Мама имела основание и право столь близко принимать к сердцу неурядицы, происходившие в этой семье. Ведь бабушка Саша, мама Николая Гавриловича, была не чужой нам — она олицетворяла собой горячо любимую мамину маму, как ее ближайшая подруга. Далее, в маме говорило и нечто более глубокое: будучи внучкой искусной сельской повитухи, принимавшей всех новорожденных также и от бабушки Саши, она унаследовала дух беспокойства о роженицах и человеческом потомстве, а также дух ответственности за них. Другими словами, моя мама была наследницей давних отношений с этими соседями и воспринимала их, как часть своей жизни — причем бесконечно дорогую часть, с трагической и рано отшумевшей предысторией.

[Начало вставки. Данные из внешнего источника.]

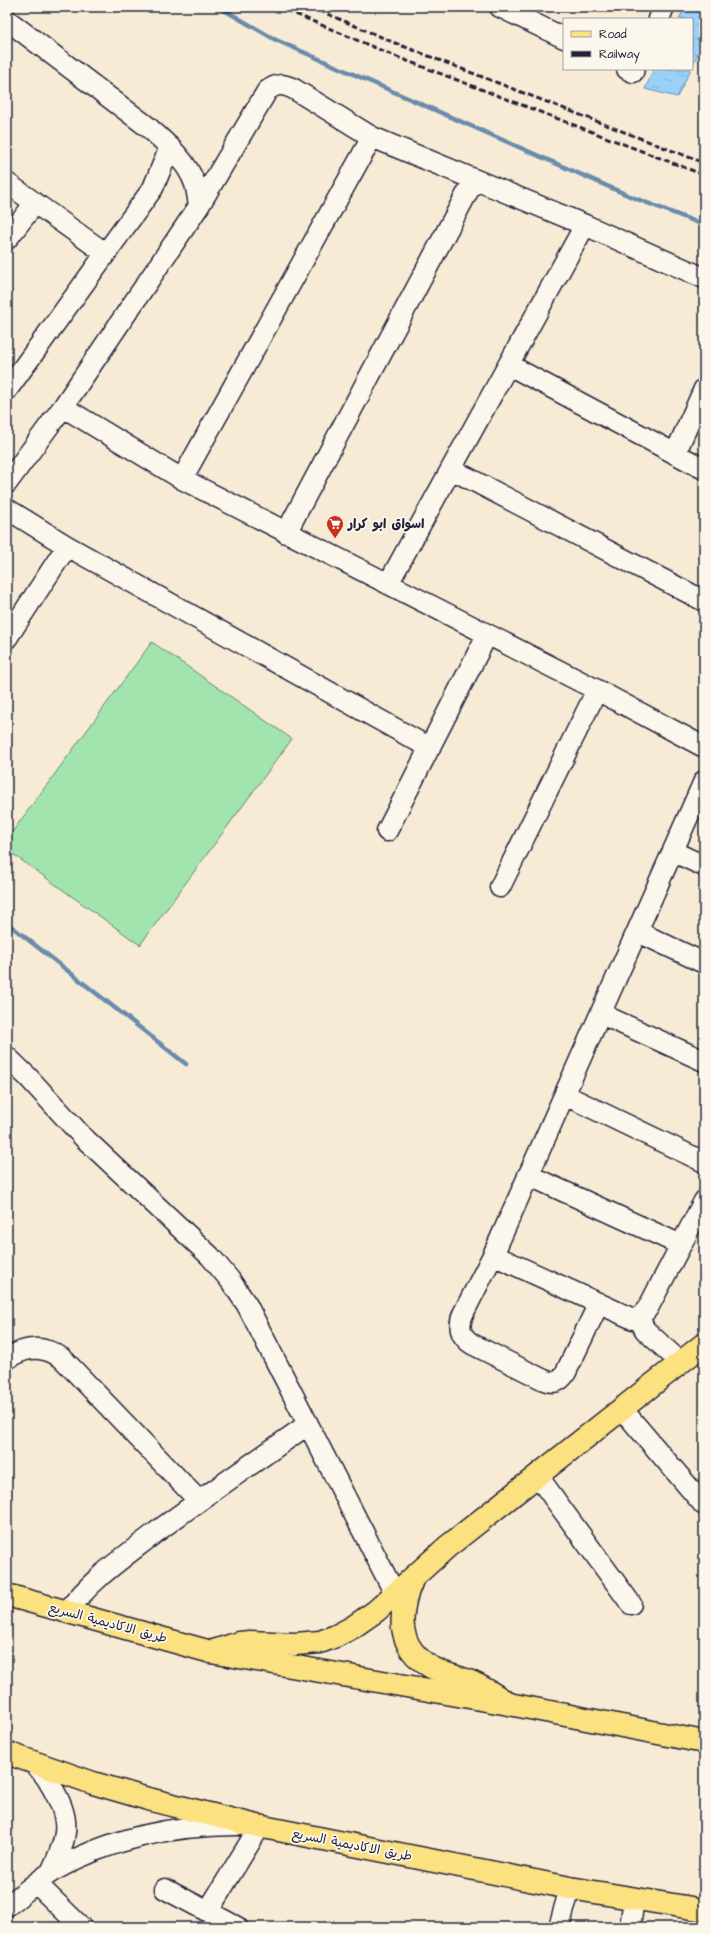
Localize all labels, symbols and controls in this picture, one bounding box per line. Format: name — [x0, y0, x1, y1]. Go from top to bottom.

— Скорее всего, они обыкновенные дураки, и не понимают этого, — смягчил папа мамины слова, продиктованные негодованием и протестом против безответственности за свои поступки, против тупого следования инстинктам.
Странно, что Нина Максимовна хотела иметь детей, хотя понимала что ее избранник не годится для продолжения рода — он был носителем полного неблагополучия.
Во–первых, он родился от пораженного туберкулезом отца, дедушки Гаврилы, и сам страдал его наследственной формой. Вылечился только в конце 50‑х годов, когда жизнь советских людей вполне наладилась — это все уже протекало на моих глазах.
Хотя в оправдание Нины Максимовны не лишне заметить следующее. После войны многие славгородчане были чахоточными, однако представители родов Тищенко и Сулимы, особенно мужчины, поражались чахоткой почти поголовно. Об этом было известно, и родниться с этими семьями девушки не хотели, во всяком случае те, кто надеялся на более удачный вариант. Однако сожаления при этом измерялись разной мерой. Например, члены рода Сулимы отличались внешней непривлекательностью, низкорослостью и ордынским типом лица. И хоть по нраву они были тихими и незаметными тружениками, но это не компенсировало отсутствие в них любых интеллектуальных задатков. Если их и выделяло что–то еще из общей массы, то только проявление крайней жестокости к близким (как у Павла Сулимы) или нелады с рассудком (как у Агафьи Сулимы) — черты, как всем понятно, далеко не лучшие. Поэтому о них никто и не мечтал. А вот все Тищенки были довольно красивы, с яркими хазарскими лицами, да еще сметливы умом, легки и приятны нравом. Они умели шутить. Против таких парней устоять было трудно.
29
Фамилия ее была, скорее всего, Бараненко, так как она происходила из рода Феди Бараненко, унаследовавшего гены отца–алкоголика. Как и все его потомство, она родилась с дефектом — глухотой, но впоследствии обучилась читать по губам речи людей, да и говорить тоже, поэтому общаться с нею было легко.